After Jane was called a Mason by those who wish to discredit her, one of her readers pointed out that 1) there are lodges of people who call themselves Masons and yet are co-ed or all-female; these are not generally recognized by the majority as true Masons, and 2) there has been a mixed reaction to the Order of the Eastern Star, with British Masons a good deal more skeptical or negative than U.S. Lodges.

I have no first-hand knowledge of this issue, but my family's history is intertwined with Things Mason, so it might be appropriate to comment.

My grandfather was a Shriner and either a 32nd or 33rd degree Mason, depending upon whom one speaks to. Some cousins tell me they are skeptical about the 33rd degree version of the story; it's apparently very rare for this to be granted at all. Let's just say the exact ordinal is a little hazy, but he was way into it.

My grandmother, his wife, was a member of the Order of the Eastern Star, and I believe a female cousin on his side is as well: she appears to be even more gung ho about the Masonic culture than her husband is, though she holds the belief that females cannot be Masons.

My mother was a member of Job's Daughters, and her younger sister was in the Rainbow Girls.

When my mother took her first long trip away from home she was 16; she was traveling by bus. This would have been in 1952, ten years before I arrived on this planet. As my grandfather drove her to the bus station he told her that if she ever got in trouble or needed help in any way, she should look for someone with a Mason ring, and get help from him.

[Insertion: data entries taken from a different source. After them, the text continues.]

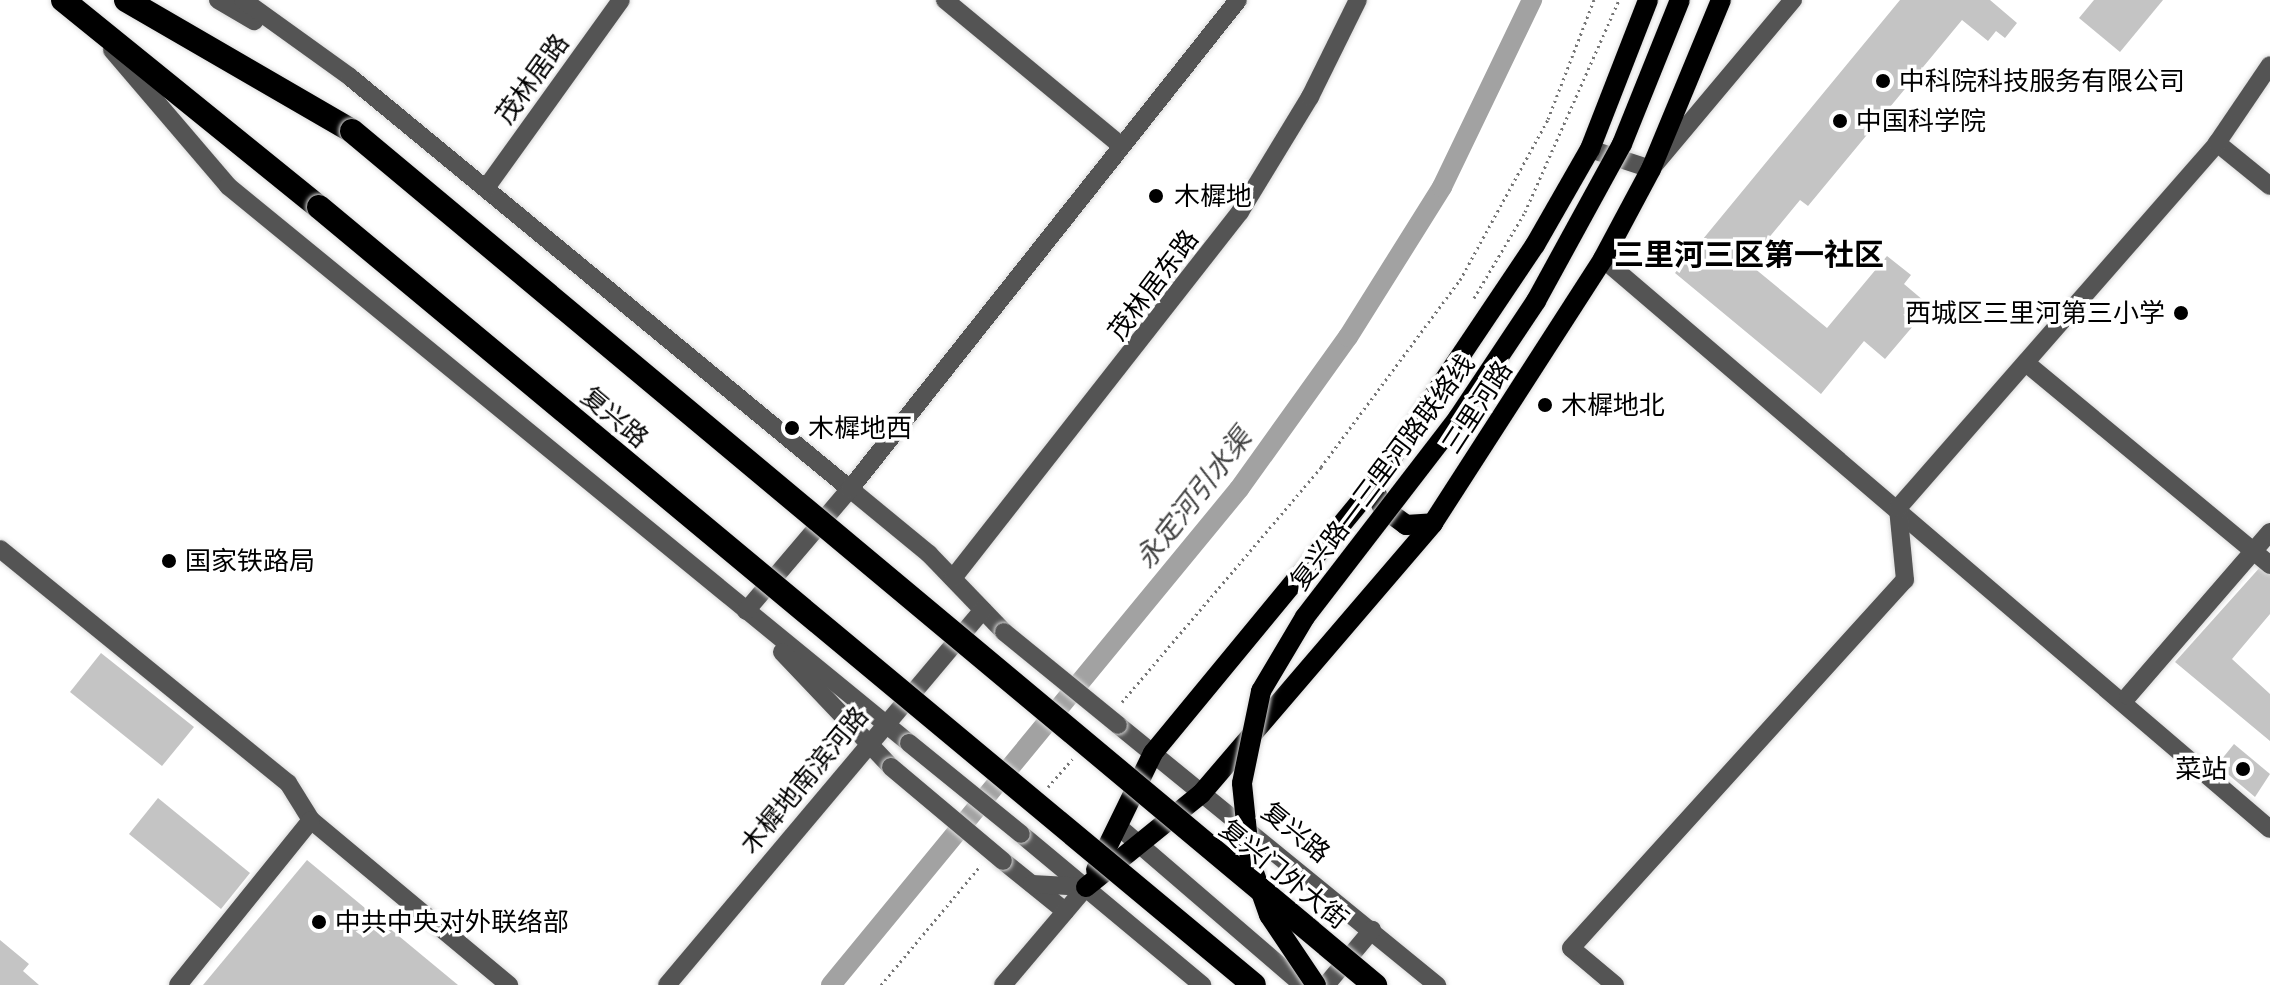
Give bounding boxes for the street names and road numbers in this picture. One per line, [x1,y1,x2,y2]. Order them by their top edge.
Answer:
street label: 茂林居路 [489,28,575,130]
street label: 茂林居东路 [1101,224,1205,346]
street label: 复兴路—三里河路联络线 [1283,348,1481,596]
street label: 三里河路 [1436,355,1518,459]
street label: 复兴路 [575,380,655,454]
street label: 木樨地南滨河路 [734,700,874,860]
street label: 复兴路 [1256,795,1336,869]
street label: 复兴门外大街 [1214,813,1354,935]

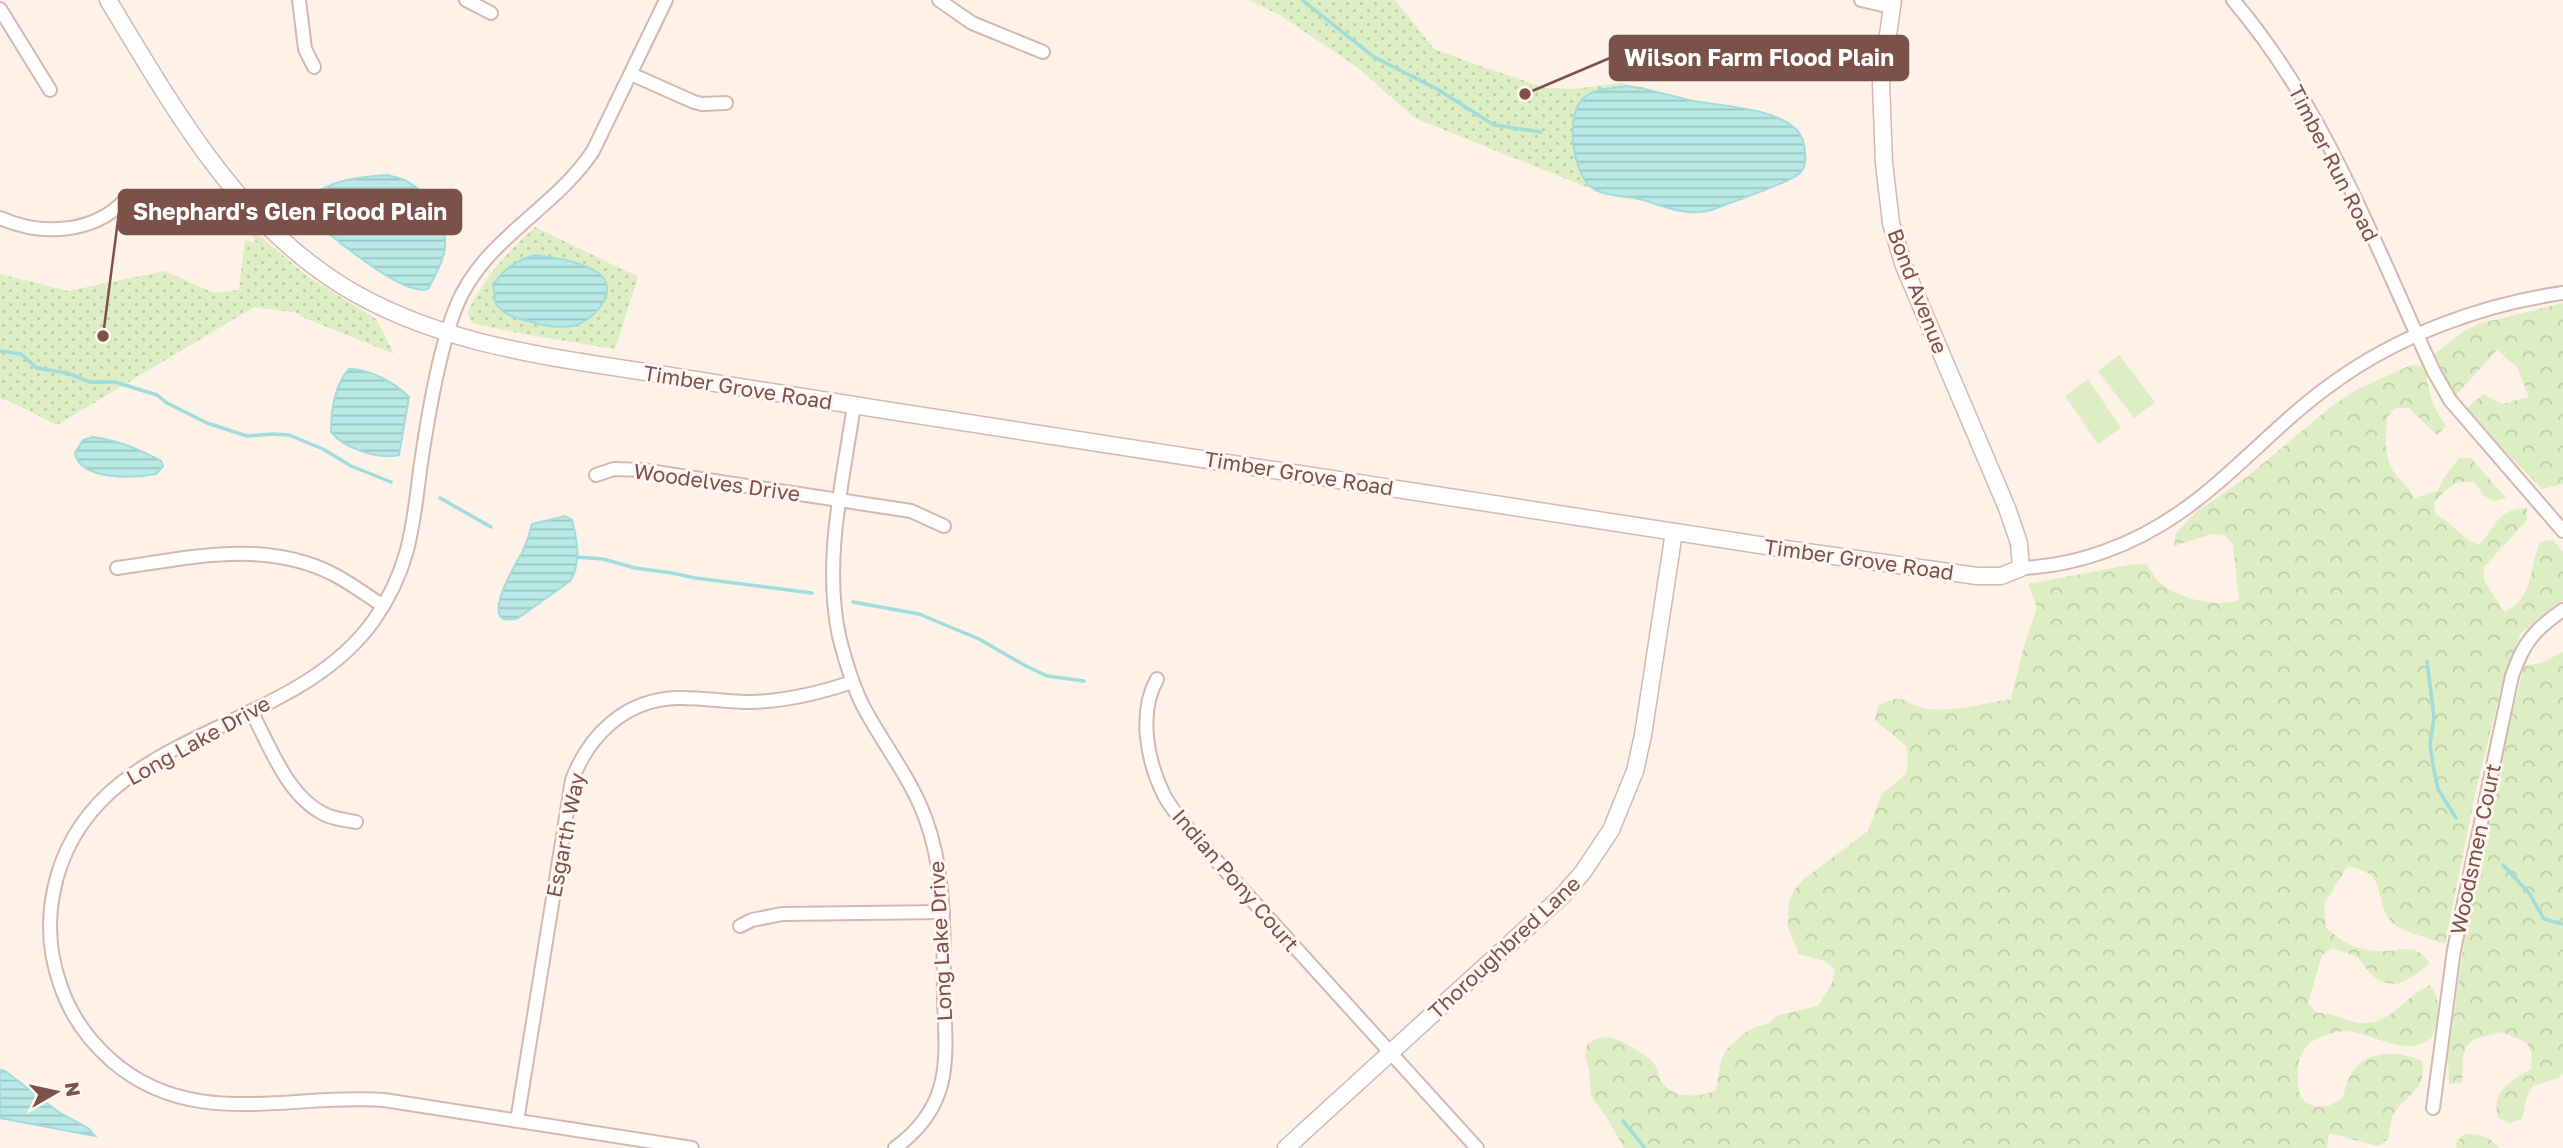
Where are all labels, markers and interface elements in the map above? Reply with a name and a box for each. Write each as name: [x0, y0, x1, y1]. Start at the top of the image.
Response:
callout: Wilson Farm Flood Plain: [1610, 36, 1908, 80]
text: Wilson Farm Flood Plain: [1624, 43, 1894, 71]
street label: Timber Run Road: [2283, 80, 2385, 246]
callout: Shephard's Glen Flood Plain: [119, 190, 461, 234]
text: Shephard's Glen Flood Plain: [133, 197, 447, 225]
street label: Bond Avenue: [1882, 225, 1954, 357]
street label: Timber Grove Road: [642, 359, 834, 415]
street label: Timber Grove Road: [1203, 445, 1395, 501]
street label: Woodelves Drive: [632, 457, 802, 507]
street label: Timber Grove Road: [1763, 533, 1955, 585]
street label: Long Lake Drive: [122, 690, 274, 790]
street label: Woodsmen Court: [2444, 761, 2506, 937]
street label: Esgarth Way: [540, 770, 590, 900]
street label: Indian Pony Court: [1167, 803, 1305, 957]
street label: Long Lake Drive: [923, 860, 957, 1022]
street label: Thoroughbred Lane: [1423, 870, 1585, 1024]
north arrow: [21, 1057, 91, 1127]
text: N: [61, 1080, 86, 1098]

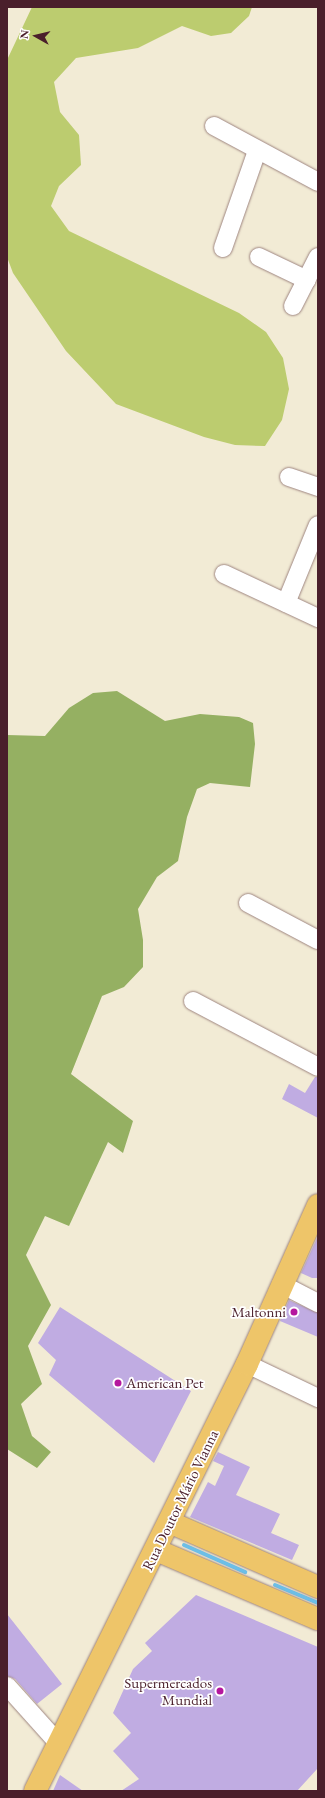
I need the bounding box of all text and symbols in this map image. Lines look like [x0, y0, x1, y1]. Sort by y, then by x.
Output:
north arrow [16, 16, 56, 56]
text: N [17, 29, 32, 40]
place label: Maltonni [232, 1303, 286, 1321]
marker: Maltonni [289, 1307, 299, 1317]
place label: American Pet [126, 1374, 203, 1392]
marker: American Pet [113, 1378, 123, 1388]
street label: Rua Doutor Mário Vianna [138, 1427, 222, 1573]
place label: Supermercados Mundial [124, 1673, 212, 1708]
marker: Supermercados Mundial [215, 1686, 225, 1696]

That is interesting to me: my grandfather was essentially telling my mother that there are some strange men you can trust. If I have a daughter would I ever tell her that she could always trust someone she met through, say, Twelve Step programs? No: there are a lot of crazy people in Twelve Step programs.

But I feel good that there is an organization out there that engenders that level of trust. I like the notion that once in a while there's a way to guess which people might be decent human beings.


At present my aunt wears my grandmother's Order of the Eastern Star ring. I like that. Someday I'll probably wear it myself. It's pretty, and it reminds me that underneath all my family's problems and neuroses, there is a thread of decency, a concern for Doing the Right Thing, at least most of the time. It's nice to think about that every now and again.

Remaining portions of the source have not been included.